Work order
Copy exactly the lines from the beginning of the data down to and including the line holding "flex:none; width:44px; height:44px;", without any pictures.

*** Data provided ***

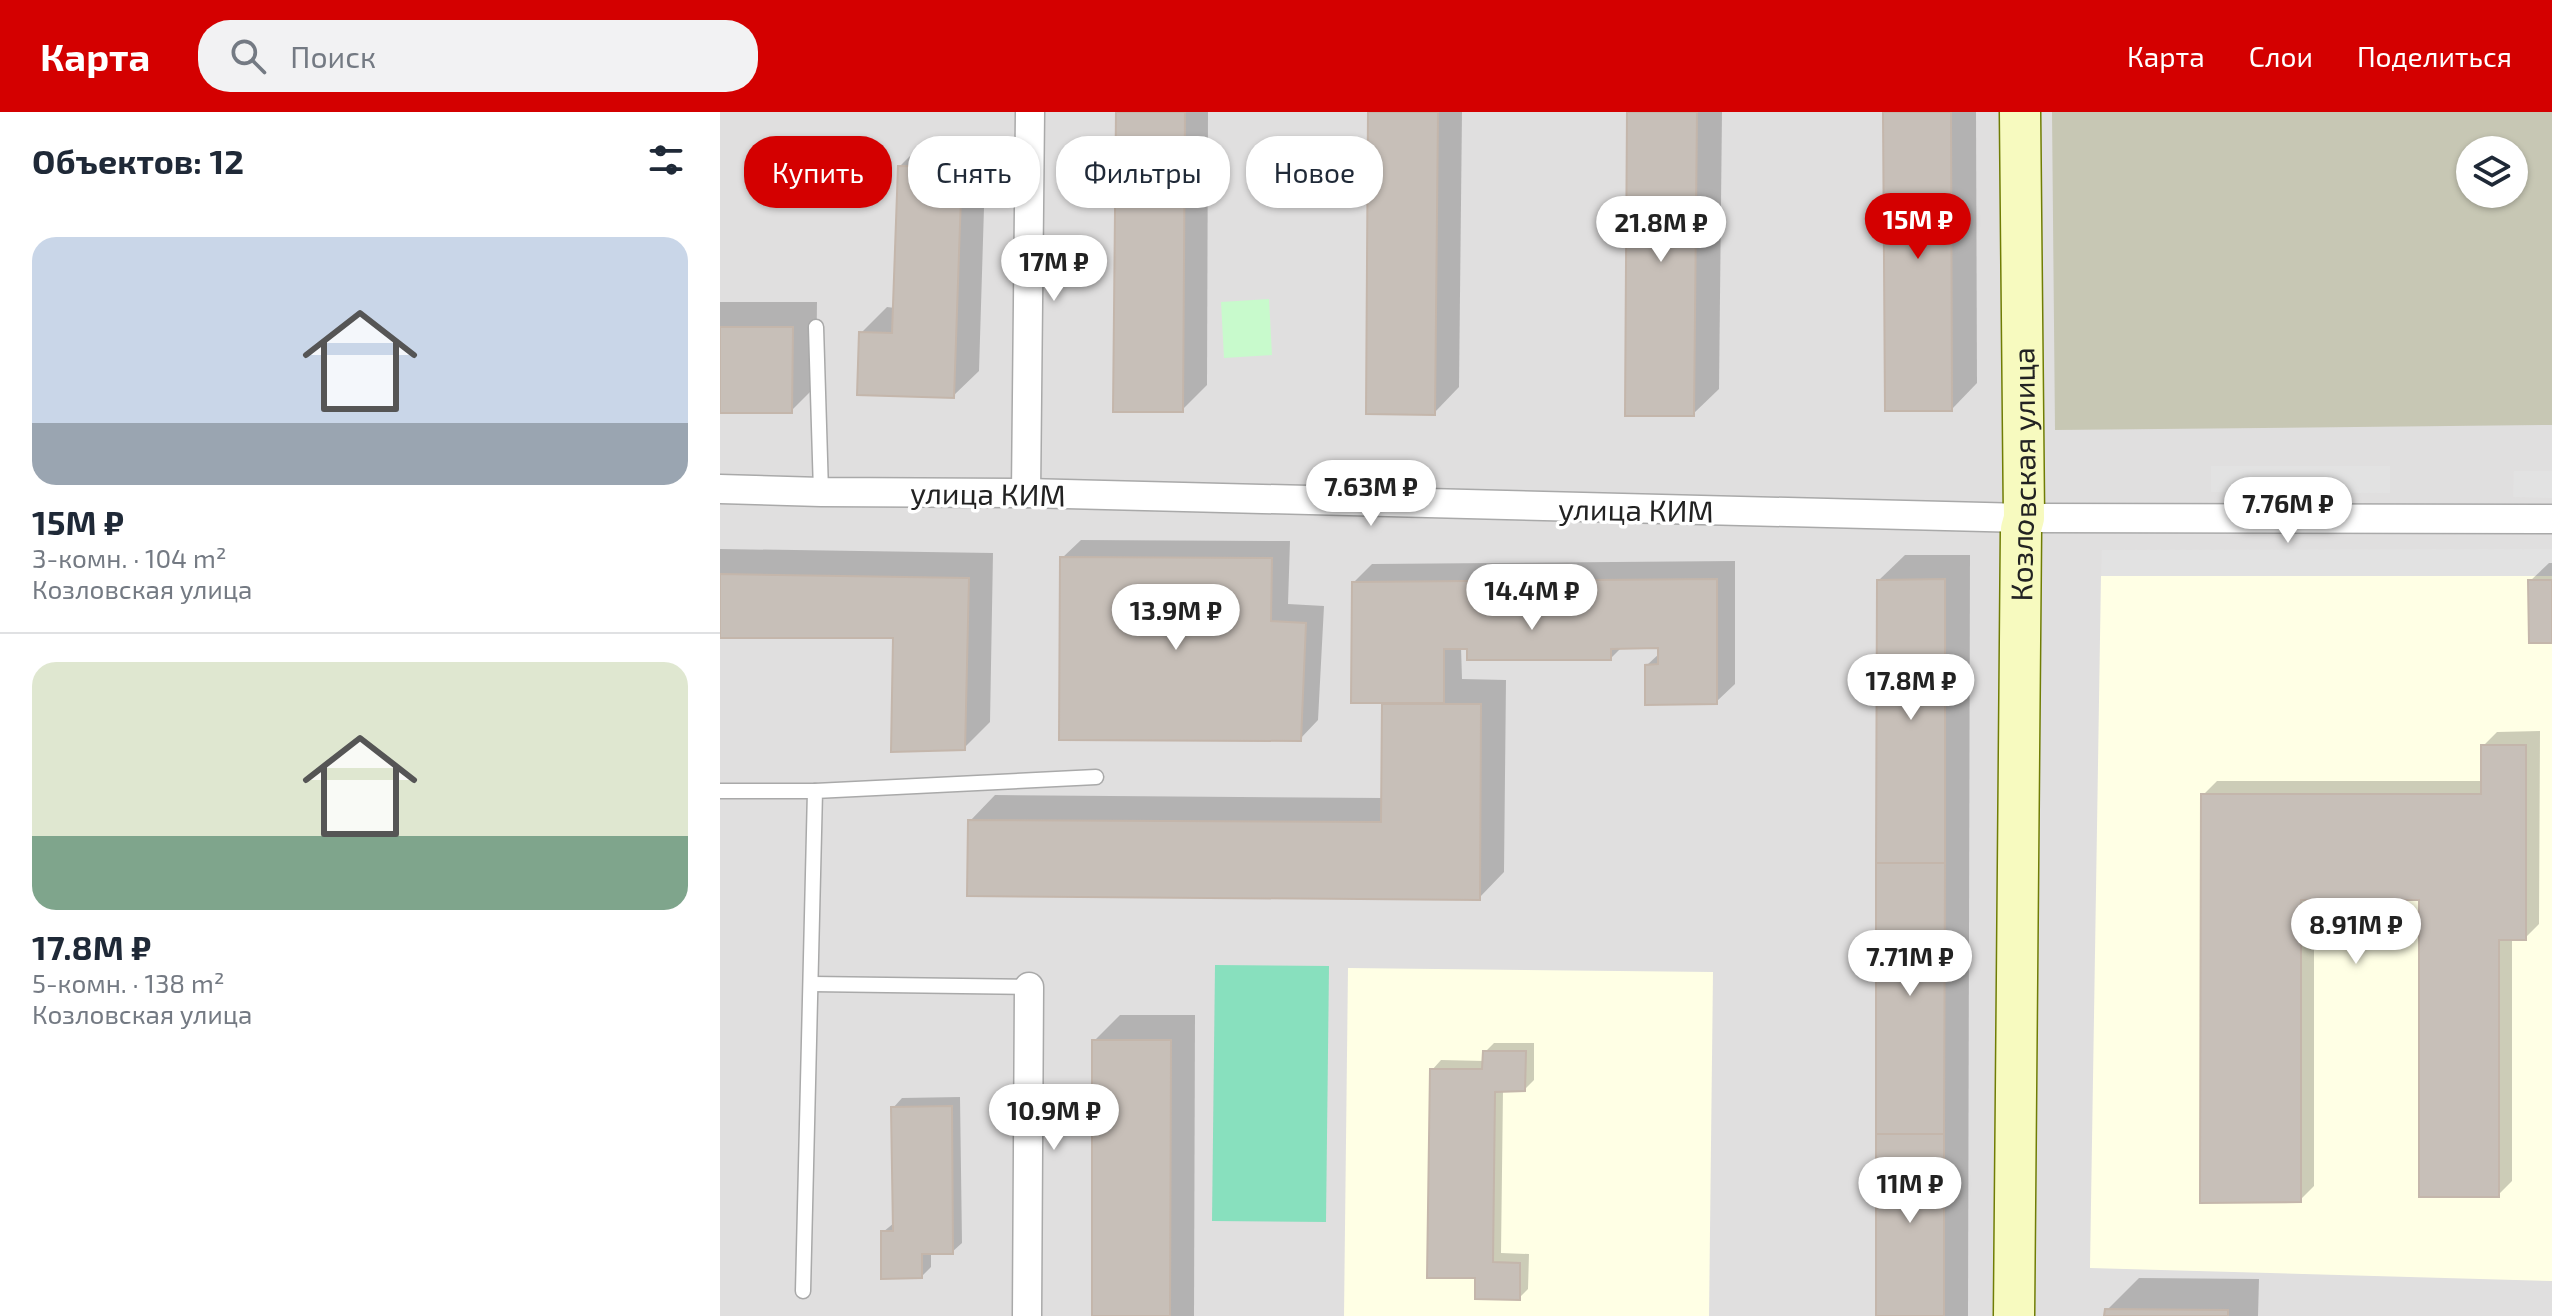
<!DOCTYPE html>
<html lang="ru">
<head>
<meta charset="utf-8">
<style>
  :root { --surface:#fff; --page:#f2f2f3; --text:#1f2937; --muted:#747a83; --line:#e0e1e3; --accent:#d40000 }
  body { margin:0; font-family:"Exo 2",sans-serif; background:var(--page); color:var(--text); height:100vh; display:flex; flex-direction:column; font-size:30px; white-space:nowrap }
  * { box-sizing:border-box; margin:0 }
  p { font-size:26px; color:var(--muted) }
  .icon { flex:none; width:44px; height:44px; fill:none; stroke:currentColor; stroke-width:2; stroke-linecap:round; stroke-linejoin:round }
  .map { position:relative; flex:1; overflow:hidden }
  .drawer { display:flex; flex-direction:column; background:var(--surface); width:720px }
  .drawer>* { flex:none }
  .top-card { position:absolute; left:24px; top:24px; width:760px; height:72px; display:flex; gap:16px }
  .fabs { position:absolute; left:1736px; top:24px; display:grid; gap:16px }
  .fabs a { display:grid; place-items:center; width:72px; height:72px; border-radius:50%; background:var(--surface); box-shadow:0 2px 6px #0004; font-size:40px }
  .price { position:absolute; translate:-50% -68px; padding:0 18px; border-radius:28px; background:#fff; color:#222; font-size:26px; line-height:52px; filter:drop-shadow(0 2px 4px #0008) }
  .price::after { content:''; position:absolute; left:50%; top:48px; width:24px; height:18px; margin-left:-12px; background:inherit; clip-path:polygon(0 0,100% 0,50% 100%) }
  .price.current { background:var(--accent); color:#fff }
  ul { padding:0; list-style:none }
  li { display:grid; align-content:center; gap:16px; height:424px; padding:0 32px }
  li+li { border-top:2px solid var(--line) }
  li span { display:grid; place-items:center; height:248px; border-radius:24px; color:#555 }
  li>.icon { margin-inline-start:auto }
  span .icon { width:144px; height:144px; fill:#fffc; stroke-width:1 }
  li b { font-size:34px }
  h2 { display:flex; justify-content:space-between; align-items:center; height:96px; padding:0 32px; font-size:34px }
  .chip { padding:0 28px; border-radius:32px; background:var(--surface); box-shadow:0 2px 6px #0004; font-size:28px; line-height:72px }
  .chip.current { background:var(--accent); color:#fff }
  header { display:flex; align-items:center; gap:48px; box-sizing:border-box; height:112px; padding:0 40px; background:var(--accent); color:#fff }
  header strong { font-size:38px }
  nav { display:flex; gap:44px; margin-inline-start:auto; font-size:28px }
  .search { width:560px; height:72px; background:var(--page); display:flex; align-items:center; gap:20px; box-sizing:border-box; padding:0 28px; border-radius:32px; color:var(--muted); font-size:30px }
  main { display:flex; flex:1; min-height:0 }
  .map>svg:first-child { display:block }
</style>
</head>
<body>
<header>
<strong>Карта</strong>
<div class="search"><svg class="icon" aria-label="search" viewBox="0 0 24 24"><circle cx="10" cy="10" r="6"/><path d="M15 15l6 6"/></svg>Поиск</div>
<nav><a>Карта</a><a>Слои</a><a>Поделиться</a></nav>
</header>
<main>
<section class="drawer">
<h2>Объектов: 12<svg class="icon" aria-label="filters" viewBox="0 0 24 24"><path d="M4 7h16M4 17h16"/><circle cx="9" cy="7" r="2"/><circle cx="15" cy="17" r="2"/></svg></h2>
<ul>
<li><span style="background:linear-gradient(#c9d6e8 75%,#9aa5b1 0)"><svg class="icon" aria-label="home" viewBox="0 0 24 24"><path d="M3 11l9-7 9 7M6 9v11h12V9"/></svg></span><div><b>15M ₽</b><p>3-комн. · 104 m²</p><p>Козловская улица</p></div></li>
<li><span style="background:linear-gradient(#dfe7d0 70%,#7fa58c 0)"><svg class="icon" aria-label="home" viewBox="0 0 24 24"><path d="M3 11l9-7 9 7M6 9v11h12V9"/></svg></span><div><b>17.8M ₽</b><p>5-комн. · 138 m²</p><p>Козловская улица</p></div></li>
</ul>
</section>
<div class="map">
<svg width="1832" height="1204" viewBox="0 0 1832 1204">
  <rect width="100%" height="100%" fill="#f2efe9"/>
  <path fill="#e0dfdf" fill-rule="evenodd" d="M 0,0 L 1832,0 L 1832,1204 L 0,1204 ZM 1750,38 L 1794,38 L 1794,82 L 1750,82 Z"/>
  <g fill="#ffffe5">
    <polygon points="1381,464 1832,464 1832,1169 1370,1156"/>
    <polygon points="628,856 993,860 989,1204 624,1204"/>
  </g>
  <path fill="#c7c7b4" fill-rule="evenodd" d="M 1332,0 L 1832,0 L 1832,313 L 1335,318 ZM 1750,38 L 1794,38 L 1794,82 L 1750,82 Z"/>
  <polygon fill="#c8facc" points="549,187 552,243 504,246 501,190"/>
  <polygon fill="#88e0be" points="495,853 609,854 606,1110 492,1109"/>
  <g fill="#e2e2e2">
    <polygon points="1491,354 1670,354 1670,381 1491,380"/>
    <polygon points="1794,359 1832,359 1832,386 1793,385"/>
    <polygon points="1832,437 1832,464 1381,464 1382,438"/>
  </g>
  <g fill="#0003">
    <polygon points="397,0 488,0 487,273 462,298"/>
    <polygon points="650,0 742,0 739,275 714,301"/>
    <polygon points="909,0 1002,0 999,277 973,302"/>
    <polygon points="1167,0 1256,0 1257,271 1232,297"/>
    <polygon points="205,29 266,31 259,259 233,284 141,221 167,195 175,196 180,54"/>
    <polygon points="0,190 97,190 96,274 71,299 0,299"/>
    <polygon points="361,428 570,429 568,492 604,494 598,608 580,627 342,446"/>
    <polygon points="0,437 273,441 270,610 244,636 175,524 0,524"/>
    <polygon points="1185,443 1250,443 1248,1204 1157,1204 1159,468"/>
    <polygon points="1015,449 1015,572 996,590 927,553 940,541 940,534 902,535 891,546 741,535 742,567 786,568 784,760 759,786 250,709 275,683 663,686 664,592 667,589 634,470 652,452"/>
    <polygon points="1829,451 1832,451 1832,529 1810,469"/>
    <polygon points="1820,619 1819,812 1805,826 1792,826 1792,1069 1778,1083 1701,786 1594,786 1594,1074 1580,1088 1483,683 1497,669 1763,669 1763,634 1777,620"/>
    <polygon points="400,903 475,903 474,1204 374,1204 374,929"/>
    <polygon points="774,931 814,931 814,968 804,978 783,978 781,1141 809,1142 808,1177 799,1186 757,1164 712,958 721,948 765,949 765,940"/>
    <polygon points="240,985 242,1131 232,1140 211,1140 211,1155 202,1164 163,1120 174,1111 173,996 182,986"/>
    <polygon points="1419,1166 1539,1167 1538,1204 1386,1204 1387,1198"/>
  </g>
  <g fill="#c7bfb8" stroke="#c4b6ab" stroke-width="2">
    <polygon points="396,0 465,0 463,300 393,300"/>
    <polygon points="648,0 718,0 715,303 646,302"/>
    <polygon points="907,0 977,0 974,304 905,304"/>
    <polygon points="1163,0 1231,0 1232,299 1165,299"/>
    <polygon points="178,54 242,55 234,286 137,283 139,220 172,221"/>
    <polygon points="0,215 73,215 72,301 0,301"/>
    <polygon points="340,445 552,446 551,509 586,511 581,629 339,628"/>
    <polygon points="0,462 249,466 245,638 171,640 173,526 0,526"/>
    <polygon points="997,467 997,592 925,593 925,553 938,552 938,536 891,537 891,548 747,548 747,537 724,537 724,591 631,591 632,470"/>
    <polygon points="1225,467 1225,751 1156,751 1157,468"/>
    <polygon points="1808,468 1832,468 1832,531 1809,531"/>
    <polygon points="662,592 761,592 760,788 247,784 248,708 661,710"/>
    <polygon points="1761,633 1806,633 1806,828 1779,828 1779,1085 1699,1085 1699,788 1581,788 1581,1090 1480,1091 1481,682 1761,682"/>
    <polygon points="1156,751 1225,751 1224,1022 1156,1022"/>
    <polygon points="372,928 451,928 450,1204 372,1204"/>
    <polygon points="763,939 806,939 805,979 775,980 773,1150 800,1151 800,1188 755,1187 755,1166 707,1166 710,957 762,957"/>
    <polygon points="232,994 233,1142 202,1142 202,1166 161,1167 161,1119 173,1119 171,995"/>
    <rect x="1156" y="1022" width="68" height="182"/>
    <polygon points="1385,1197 1508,1198 1508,1204 1384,1204"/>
  </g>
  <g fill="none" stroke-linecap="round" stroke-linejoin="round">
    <g stroke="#a9a9a9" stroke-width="17">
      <g id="lane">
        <polyline points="96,215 101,380"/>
        <polyline points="0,679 95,679"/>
        <polyline points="92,872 309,875"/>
        <polyline points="83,1179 95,679 376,665"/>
      </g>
    </g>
    <g stroke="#a9a9a9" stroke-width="31">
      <g id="street">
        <polyline points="0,377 101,380 306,381 1304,406 1832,407"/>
        <polyline points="306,381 310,0"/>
        <polyline points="307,1204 309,875"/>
      </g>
    </g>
    <g stroke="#707d05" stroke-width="43">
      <g id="secondary">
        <path id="s1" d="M 1294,1204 L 1301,417 L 1304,406 L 1300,0"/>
      </g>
    </g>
    <use href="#lane" stroke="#fff" stroke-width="14"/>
    <use href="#street" stroke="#fff" stroke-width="28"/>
    <use href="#secondary" stroke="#f7fabf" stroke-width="40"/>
  </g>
  <g text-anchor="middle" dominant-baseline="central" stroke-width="7" stroke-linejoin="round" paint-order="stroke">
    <g font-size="30" fill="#222" stroke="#fff">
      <text stroke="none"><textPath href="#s1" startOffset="842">Козловская улица</textPath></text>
      <text transform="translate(268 381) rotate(1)">улица КИМ</text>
      <text transform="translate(916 397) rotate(1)">улица КИМ</text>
    </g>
  </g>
</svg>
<div class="fabs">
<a><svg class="icon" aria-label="layers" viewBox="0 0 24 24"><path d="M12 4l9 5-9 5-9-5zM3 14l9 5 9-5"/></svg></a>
</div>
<b class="price current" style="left:1198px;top:149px">15M ₽</b>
<b class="price" style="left:941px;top:152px">21.8M ₽</b>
<b class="price" style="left:334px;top:191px">17M ₽</b>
<b class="price" style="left:651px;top:416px">7.63M ₽</b>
<b class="price" style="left:1568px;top:433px">7.76M ₽</b>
<b class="price" style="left:812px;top:520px">14.4M ₽</b>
<b class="price" style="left:456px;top:540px">13.9M ₽</b>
<b class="price" style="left:1191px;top:610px">17.8M ₽</b>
<b class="price" style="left:1636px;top:854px">8.91M ₽</b>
<b class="price" style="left:1190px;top:886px">7.71M ₽</b>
<b class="price" style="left:334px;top:1040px">10.9M ₽</b>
<b class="price" style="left:1190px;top:1113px">11M ₽</b>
<div class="top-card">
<a class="chip current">Купить</a>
<a class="chip">Снять</a>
<a class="chip">Фильтры</a>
<a class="chip">Новое</a>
</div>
</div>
</main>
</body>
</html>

*** End of Data provided ***

Task response
<!DOCTYPE html>
<html lang="ru">
<head>
<meta charset="utf-8">
<style>
  :root { --surface:#fff; --page:#f2f2f3; --text:#1f2937; --muted:#747a83; --line:#e0e1e3; --accent:#d40000 }
  body { margin:0; font-family:"Exo 2",sans-serif; background:var(--page); color:var(--text); height:100vh; display:flex; flex-direction:column; font-size:30px; white-space:nowrap }
  * { box-sizing:border-box; margin:0 }
  p { font-size:26px; color:var(--muted) }
  .icon { flex:none; width:44px; height:44px; fill:none; stroke:currentColor; stroke-width:2; stroke-linecap:round; stroke-linejoin:round }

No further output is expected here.